We are working hard to bring the associated benefits to our users and customers while protecting their current investment.

Our biggest challenge: HDF spreads through word-of-mouth and not marketing. Spread the word!

The HDF Community

It’s hard to find a walk of life not touched by HDF5. (Maybe literary studies?)

  • Public and private sector
  • Academia, government, industry
  • Organizations (NASA, DOE, CEA, ITER, DESY)
  • Standards bodies (OGC, EXPRESS, Allotrope, CGNS, RESQML)
  • Sectors (aerospace, oil & gas, pharma, power systems, finance)
  • Research (astronomy, life science, materials science, ML)
  • Data integrators, life cycle managers
  • Developers

We like to speak of the HDF5 communtiy as an iceberg, of which we see only about 10%. Despite our best efforts, we usally find out that someone is using our software “by accident.” That leaves plenty of room for interpretation:

  • People don’t know of our existence (we have some evidence of that)
  • Our product is perfect and there’s no need for any further communication (we know better)
  • We are such terrible people that nobody wants to talk to us (perhaps)

Starting Point

  • “Raw data” is an oxymoron (It needs an domain-specific interpretive base.)
  • Data comes in many representations: in registers, memory, storage…
  • Some data is used as metadata for other data.
  • Data can be “at rest” (files, objects) or transit environments (I/O)

Data management is the art of:

  1. Maintaining data integrity
  2. Leaving clues for the interpretive base
  3. Removing “data friction”

Many challenges around data management are not exactly new. Big Data’s three Vs (volume, velocity, variety) turn what used to be mere inconvenience into major pain points.

H - D - F - 5

Historically & literally: HDF5 = H ierarchical D ata F ormat v 5

The meaning of a word is its use in the language. (Wittgenstein)
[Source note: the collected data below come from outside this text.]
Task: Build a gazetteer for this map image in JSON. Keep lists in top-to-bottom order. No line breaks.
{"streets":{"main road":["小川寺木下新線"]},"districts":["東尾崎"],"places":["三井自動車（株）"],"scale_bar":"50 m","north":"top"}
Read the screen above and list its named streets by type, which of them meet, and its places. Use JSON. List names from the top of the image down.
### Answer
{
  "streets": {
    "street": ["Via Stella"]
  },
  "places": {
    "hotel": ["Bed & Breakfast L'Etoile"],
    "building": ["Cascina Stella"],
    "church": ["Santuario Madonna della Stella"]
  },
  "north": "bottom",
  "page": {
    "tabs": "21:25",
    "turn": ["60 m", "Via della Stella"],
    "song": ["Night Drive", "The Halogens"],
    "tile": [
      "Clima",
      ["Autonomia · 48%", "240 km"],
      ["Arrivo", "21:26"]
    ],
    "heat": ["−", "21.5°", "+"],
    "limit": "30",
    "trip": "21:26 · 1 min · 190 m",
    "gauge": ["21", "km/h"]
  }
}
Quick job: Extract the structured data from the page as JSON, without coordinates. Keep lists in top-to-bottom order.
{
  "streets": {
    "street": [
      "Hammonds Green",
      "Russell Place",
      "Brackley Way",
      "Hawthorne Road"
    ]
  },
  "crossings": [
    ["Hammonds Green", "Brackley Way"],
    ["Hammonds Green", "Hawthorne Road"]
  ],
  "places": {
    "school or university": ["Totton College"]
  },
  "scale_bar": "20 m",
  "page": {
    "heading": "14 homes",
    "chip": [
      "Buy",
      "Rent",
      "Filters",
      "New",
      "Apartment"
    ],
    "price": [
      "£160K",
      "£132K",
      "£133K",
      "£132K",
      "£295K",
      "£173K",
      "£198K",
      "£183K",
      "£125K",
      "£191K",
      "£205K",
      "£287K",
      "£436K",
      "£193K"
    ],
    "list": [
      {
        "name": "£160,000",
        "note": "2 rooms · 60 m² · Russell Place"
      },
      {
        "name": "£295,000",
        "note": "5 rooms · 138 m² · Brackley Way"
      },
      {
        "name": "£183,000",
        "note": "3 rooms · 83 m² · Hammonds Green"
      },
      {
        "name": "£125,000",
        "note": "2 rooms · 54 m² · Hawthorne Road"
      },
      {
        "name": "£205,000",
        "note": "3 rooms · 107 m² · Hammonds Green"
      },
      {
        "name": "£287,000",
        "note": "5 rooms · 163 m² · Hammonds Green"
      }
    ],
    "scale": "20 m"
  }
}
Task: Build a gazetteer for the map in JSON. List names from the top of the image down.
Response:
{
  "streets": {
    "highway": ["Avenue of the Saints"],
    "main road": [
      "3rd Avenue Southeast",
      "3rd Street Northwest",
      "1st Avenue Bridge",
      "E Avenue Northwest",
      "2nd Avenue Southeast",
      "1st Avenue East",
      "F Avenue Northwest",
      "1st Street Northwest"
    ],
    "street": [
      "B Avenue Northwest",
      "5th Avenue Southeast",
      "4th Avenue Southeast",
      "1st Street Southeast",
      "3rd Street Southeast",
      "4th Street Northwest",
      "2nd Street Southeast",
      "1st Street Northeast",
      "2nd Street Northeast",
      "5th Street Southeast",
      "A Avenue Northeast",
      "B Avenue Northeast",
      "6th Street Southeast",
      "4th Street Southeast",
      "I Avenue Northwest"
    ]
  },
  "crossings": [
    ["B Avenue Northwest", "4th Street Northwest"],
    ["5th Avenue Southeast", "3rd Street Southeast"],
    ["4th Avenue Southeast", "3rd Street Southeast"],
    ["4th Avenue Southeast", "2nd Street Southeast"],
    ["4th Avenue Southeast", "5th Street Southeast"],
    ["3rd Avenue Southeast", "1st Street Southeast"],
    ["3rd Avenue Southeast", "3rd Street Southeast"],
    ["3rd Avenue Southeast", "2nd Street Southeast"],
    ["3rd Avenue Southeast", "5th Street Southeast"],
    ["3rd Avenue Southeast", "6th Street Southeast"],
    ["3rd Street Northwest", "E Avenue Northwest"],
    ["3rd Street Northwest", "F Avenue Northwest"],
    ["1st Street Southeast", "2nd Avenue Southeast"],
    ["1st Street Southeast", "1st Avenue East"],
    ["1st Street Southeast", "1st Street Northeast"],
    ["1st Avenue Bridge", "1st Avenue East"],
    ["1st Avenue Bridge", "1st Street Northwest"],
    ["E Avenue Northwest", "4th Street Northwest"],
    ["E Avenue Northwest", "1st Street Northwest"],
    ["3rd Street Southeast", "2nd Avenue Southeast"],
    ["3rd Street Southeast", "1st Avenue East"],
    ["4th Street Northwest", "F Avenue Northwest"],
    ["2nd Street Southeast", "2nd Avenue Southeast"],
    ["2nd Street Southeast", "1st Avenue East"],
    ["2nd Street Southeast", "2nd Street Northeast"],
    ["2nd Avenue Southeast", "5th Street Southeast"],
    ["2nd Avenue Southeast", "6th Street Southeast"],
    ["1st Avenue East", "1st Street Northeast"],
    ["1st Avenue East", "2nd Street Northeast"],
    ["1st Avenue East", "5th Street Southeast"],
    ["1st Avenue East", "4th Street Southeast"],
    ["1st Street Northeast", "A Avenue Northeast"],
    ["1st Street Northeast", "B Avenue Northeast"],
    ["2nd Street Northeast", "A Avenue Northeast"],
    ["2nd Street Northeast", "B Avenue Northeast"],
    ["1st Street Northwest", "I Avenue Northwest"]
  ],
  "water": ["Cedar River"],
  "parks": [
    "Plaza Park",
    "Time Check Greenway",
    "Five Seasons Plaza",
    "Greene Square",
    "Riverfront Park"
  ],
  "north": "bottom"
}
Depending on your use HDF5 is:

  1. A generic (=not specific) data management interface with a bent toward multi-dimensional arrays
    • HDF5 sits on the periphery
    • You get some of the benefits, e.g., portability
  2. A data management interface toolkit.
    • HDF5 is part of the fabric
    • You create domain-specific interfaces to manage self-describing data representations
    • You get a streamlined data life cycle

HDF5-based interfaces often surpass other solutions in power, sophistication, simplicity, performance, and portability.

Hierarchical

Items are presented in a hierarchically structured name space

img/hdf5-container.png

Data

Complex data & Metadata

  • (Complex = consisting of interconnected or interwoven parts, composite)
  • Physical experiments & observational data
  • Simulations
  • Values of function evaluations
  • Streams

Data is “caught” in a web of objects. Links and nodes can be pre-defined or user-defined items.

img/technical-detail.png

Format

An arrangement of data such that it can be processed or stored by a computer

Many different layouts exist for such HDF5 containers:

  • Single file
  • Multiple files
  • Memory buffers
  • Collection of objects in Intel DAOS or Amazon S3

And you can create your own layouts!

(Version) 5

We’ve tried (in versions 1,2,3, 4) to make all original mistakes for you!

Hello, HDF5!

The introduction to Andrew Collette’s book

./img/Python_and_HDF5.png

begins with an intuitive example.

Suppose we have multiple weather stations for which we would like to record temperature and wind speed time series. Let’s also assume that we acquire those samples at fixed sampling intervals.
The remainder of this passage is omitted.